Which lines of the records below contain the string "overflow"? Report each of them.

» **Data to examine**:
=== Section Start ===

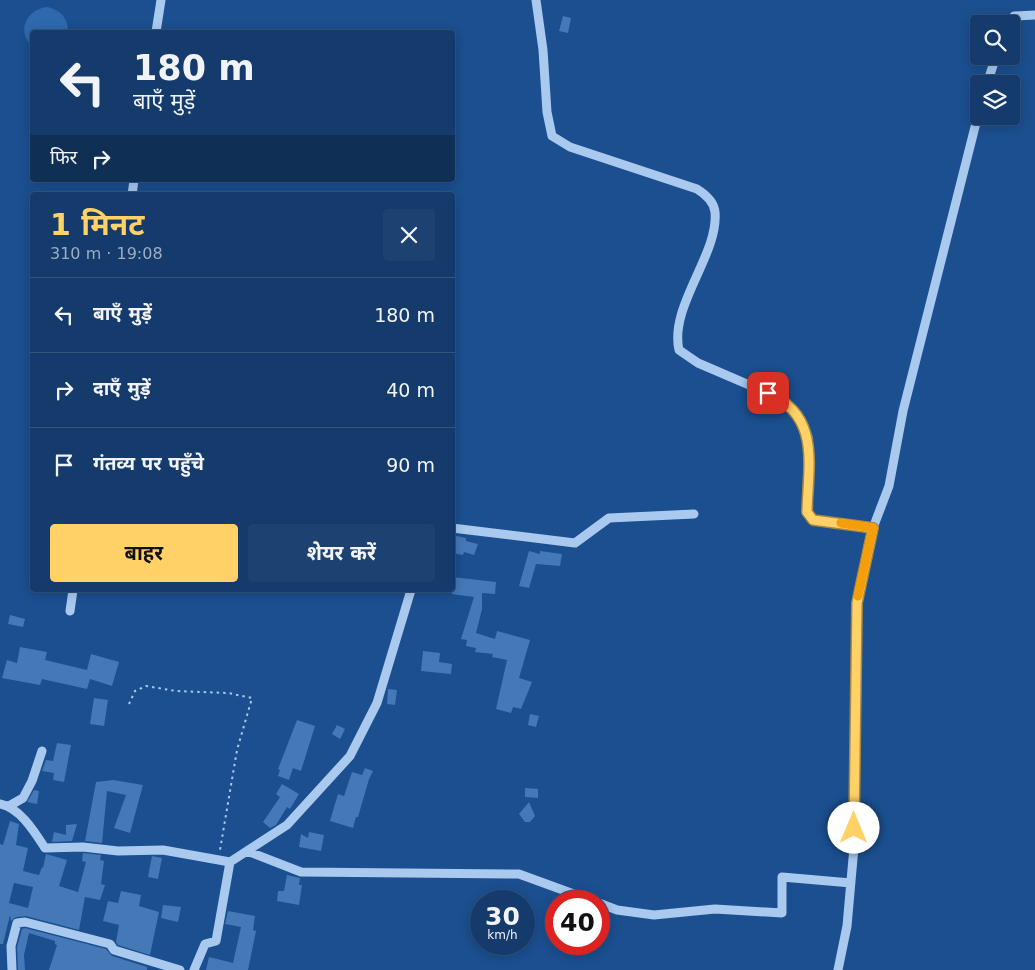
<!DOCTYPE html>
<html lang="hi">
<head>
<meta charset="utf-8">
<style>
	body { margin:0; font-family:"DejaVu Sans","Noto Sans Devanagari",sans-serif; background:#1d4271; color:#f1f3f6; height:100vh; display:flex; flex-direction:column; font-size:19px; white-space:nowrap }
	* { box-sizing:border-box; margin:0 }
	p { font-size:16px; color:#9dadc1 }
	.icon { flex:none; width:28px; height:28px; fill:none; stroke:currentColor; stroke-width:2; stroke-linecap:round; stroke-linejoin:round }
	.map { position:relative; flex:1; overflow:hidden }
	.sheet { position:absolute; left:30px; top:192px; width:425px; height:400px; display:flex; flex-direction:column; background:#143b6b; border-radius:5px; box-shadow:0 2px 12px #0003,0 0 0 1px #33557e }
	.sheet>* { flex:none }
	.guide { position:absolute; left:30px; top:30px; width:425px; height:152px; border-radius:5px; box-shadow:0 2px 12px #0003,0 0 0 1px #33557e; background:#143b6b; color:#f1f3f6; overflow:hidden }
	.buttons { position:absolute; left:970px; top:15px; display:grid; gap:10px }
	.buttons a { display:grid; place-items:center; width:50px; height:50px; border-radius:5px; background:#143b6b; box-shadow:0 2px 12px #0003,0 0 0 1px #33557e; font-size:25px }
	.speed { position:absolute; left:470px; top:890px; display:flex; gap:10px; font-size:25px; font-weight:700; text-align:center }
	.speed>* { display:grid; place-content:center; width:65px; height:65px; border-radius:50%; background:#143b6b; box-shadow:0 2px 12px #0003,0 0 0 1px #33557e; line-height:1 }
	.speed small { font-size:12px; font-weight:400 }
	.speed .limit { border:8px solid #d22; background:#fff; color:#111 }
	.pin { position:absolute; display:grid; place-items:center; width:42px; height:42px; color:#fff; margin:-21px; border-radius:10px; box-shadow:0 2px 8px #0006 }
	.me { position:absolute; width:55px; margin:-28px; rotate:0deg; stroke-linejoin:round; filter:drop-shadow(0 0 4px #0008) }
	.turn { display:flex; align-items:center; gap:18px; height:105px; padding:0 20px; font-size:22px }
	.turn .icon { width:65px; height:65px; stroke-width:2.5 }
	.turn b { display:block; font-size:35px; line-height:42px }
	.then { display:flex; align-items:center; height:48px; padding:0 20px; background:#0003; gap:10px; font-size:19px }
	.round { display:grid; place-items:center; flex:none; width:52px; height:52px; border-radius:5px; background:#1d4271 }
	.overview { display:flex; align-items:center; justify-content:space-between; height:85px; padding:0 20px }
	h1 { font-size:30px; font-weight:700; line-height:38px; color:#ffd166 }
	.cta { display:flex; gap:10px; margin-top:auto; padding:10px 20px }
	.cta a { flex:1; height:58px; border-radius:5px; background:#ffd166; color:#111; font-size:20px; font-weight:700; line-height:58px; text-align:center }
	.cta a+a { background:#1d4271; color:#f1f3f6 }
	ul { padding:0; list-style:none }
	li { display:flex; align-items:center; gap:15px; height:75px; padding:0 20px; border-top:1px solid #33557e }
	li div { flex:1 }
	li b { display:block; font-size:19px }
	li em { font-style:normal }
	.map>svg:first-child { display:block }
	.green { fill:#2e69ad }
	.building { fill:#4478b7; fill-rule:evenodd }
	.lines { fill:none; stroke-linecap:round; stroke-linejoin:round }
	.path { stroke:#a9c9ee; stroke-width:2; stroke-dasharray:2.5 4; stroke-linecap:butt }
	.minor { stroke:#a9c9ee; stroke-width:9 }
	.route-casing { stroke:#a68842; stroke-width:12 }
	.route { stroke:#ffd166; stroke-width:9 }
	.slow { stroke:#f59e0b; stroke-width:9 }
</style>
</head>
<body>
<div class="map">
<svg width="1035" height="970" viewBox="0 0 1035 970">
	<rect width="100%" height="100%" fill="#1b4f8f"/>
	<!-- green -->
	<path class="green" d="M47 7C61 10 68 18 68 32H32V46C16 31 27 9 47 7Z"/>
	<!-- building -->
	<path class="building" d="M563 16 571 18 568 33 559 31Z
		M452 535 466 538V541L478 544 474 555 464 552 463 555 452 553Z
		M529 551 540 554V551L562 554 560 566 536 564 529 588 519 586Z
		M452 577 496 582 495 594 482 593V609L476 633 495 639 497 631 530 640 519 678 532 682 521 709 513 707 511 713 496 709 507 660 492 657 493 654 475 652 476 648 466 646 467 640 461 639 474 597 452 594Z
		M10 615 25 619 23 627 8 624Z
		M20 647 47 652 45 660 87 670 91 654 119 662 112 686 90 679 87 689 42 679 40 685 2 678 7 660 17 663Z
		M423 651 440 653 439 662 452 664 451 674 421 671Z
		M388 689 397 690 395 705 387 704Z
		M94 698 108 700 104 726 90 724Z
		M530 714 539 716 536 727 528 725Z
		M297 720 315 726 301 771 293 768 289 780 278 776 280 770 278 769Z
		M337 725 345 729 340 739 332 734Z
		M57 743 71 745 64 782 53 780 54 773 42 771 46 760 53 761Z
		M365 768 373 771 369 779 358 817H356L353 828 330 821 338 794 344 796 352 772 362 775Z
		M113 780 143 785 130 833 114 828 126 795 107 791 102 843 85 841 96 782Z
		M282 784 299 794 290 809 287 807 276 825 270 828 263 822 280 797 276 794Z
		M525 788 538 789V798L525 797Z
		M34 790 39 791 37 804 27 802Z
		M529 802 535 816 530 822H525L519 814Z
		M10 821 19 824 16 845 28 848 23 871 39 875 42 867 43 868 46 854 67 860 59 886 78 892 86 862 82 861 83 853 101 855 100 860 104 861 101 884 105 885 100 900 85 897 79 930 26 916 16 917 11 921 10 915 3 944H0V844L3 845ZM14 883 33 887 28 908 9 903Z
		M77 824 72 841 52 842 54 832 66 835V825Z
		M309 832 324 835 321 851 299 847 301 834 308 838Z
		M152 856 162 858 158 879 148 877Z
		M287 875 300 878 299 885H302L299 905 277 901 278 891H284Z
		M121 891 141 895 139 906 159 912 150 955 118 945 116 942 119 925 103 921 108 901 118 903Z
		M163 905 181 907 178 922 161 918Z
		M228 911 255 916 253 930 256 931 248 970H206L209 957 233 963 241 927 225 924Z
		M25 928 106 949 112 956 147 967V970H49L57 945 55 944V941L29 933 24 955 25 970H18L17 947 22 929Z"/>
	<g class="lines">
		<!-- path -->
		<path class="path" d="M129 704 135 691 146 686 176 691 228 693 252 698 237 750 220 850"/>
		<!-- minor -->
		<path class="minor" d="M536 0 543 50 547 112 552 136 570 147 697 189C705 194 714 201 715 212 719 254 669 306 679 350L698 363 784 400 800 418 808 437 807 512 813 520 873 528
			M1008 24 1014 16 1035 15
			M156 32 161 0
			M987 84 996 56
			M132 195 134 180
			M452 528 575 543 609 518 694 514
			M70 611 73 590
			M0 804C20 808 34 831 45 848L83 847 118 851 163 850 230 862 287 825 350 756 377 703 411 590
			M9 806 23 798 32 781 42 751
			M247 851 301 872 519 874 593 901
			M599 903 617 910 654 915 715 909 782 913V877L851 883
			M12 970 11 946 17 923 25 922 110 944 114 950 180 970
			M194 970 205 944 216 941 230 862
			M838 970 847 926 854 847 857 603 873 528 889 486 903 411 979 111"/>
	</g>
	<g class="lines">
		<!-- route casing -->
		<g class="route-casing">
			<path id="route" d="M768 393C821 416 808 465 807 512L813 520 873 528 857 603 854 828"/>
		</g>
		<!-- route -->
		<use href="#route" class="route"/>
		<!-- slow -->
		<path class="slow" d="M841 523 873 528 858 596"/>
	</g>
</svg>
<div class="buttons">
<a><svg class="icon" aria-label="search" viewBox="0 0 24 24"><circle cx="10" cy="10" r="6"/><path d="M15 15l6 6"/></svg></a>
<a><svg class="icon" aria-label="layers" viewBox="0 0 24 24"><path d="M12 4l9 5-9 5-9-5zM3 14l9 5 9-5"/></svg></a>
</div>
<div class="speed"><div>30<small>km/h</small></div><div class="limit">40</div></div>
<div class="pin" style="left:768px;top:393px;background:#d93025"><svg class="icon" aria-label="arrive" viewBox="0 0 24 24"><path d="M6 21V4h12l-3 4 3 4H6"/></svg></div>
<svg class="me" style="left:854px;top:828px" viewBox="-20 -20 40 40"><circle r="19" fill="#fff"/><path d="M0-13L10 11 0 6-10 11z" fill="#ffd166"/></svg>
<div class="guide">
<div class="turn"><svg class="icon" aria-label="left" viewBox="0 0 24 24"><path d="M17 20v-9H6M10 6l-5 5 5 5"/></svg><div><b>180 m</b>बाएँ मुड़ें</div></div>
<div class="then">फिर<svg class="icon" aria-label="right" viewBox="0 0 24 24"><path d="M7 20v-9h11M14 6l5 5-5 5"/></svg></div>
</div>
<section class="sheet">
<div class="overview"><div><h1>1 मिनट</h1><p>310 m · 19:08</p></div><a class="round"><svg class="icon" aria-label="close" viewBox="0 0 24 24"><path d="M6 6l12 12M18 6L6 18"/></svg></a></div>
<ul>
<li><svg class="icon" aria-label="left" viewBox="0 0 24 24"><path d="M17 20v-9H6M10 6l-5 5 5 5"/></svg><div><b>बाएँ मुड़ें</b></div><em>180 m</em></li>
<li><svg class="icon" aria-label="right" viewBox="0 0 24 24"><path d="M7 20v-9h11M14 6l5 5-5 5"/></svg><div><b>दाएँ मुड़ें</b></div><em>40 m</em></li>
<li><svg class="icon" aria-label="arrive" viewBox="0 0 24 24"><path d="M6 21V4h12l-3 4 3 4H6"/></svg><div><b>गंतव्य पर पहुँचे</b></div><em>90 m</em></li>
</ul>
<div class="cta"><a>बाहर</a><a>शेयर करें</a></div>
</section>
</div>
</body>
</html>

=== Section End ===

» **Answer box**:
	.map { position:relative; flex:1; overflow:hidden }
	.guide { position:absolute; left:30px; top:30px; width:425px; height:152px; border-radius:5px; box-shadow:0 2px 12px #0003,0 0 0 1px #33557e; background:#143b6b; color:#f1f3f6; overflow:hidden }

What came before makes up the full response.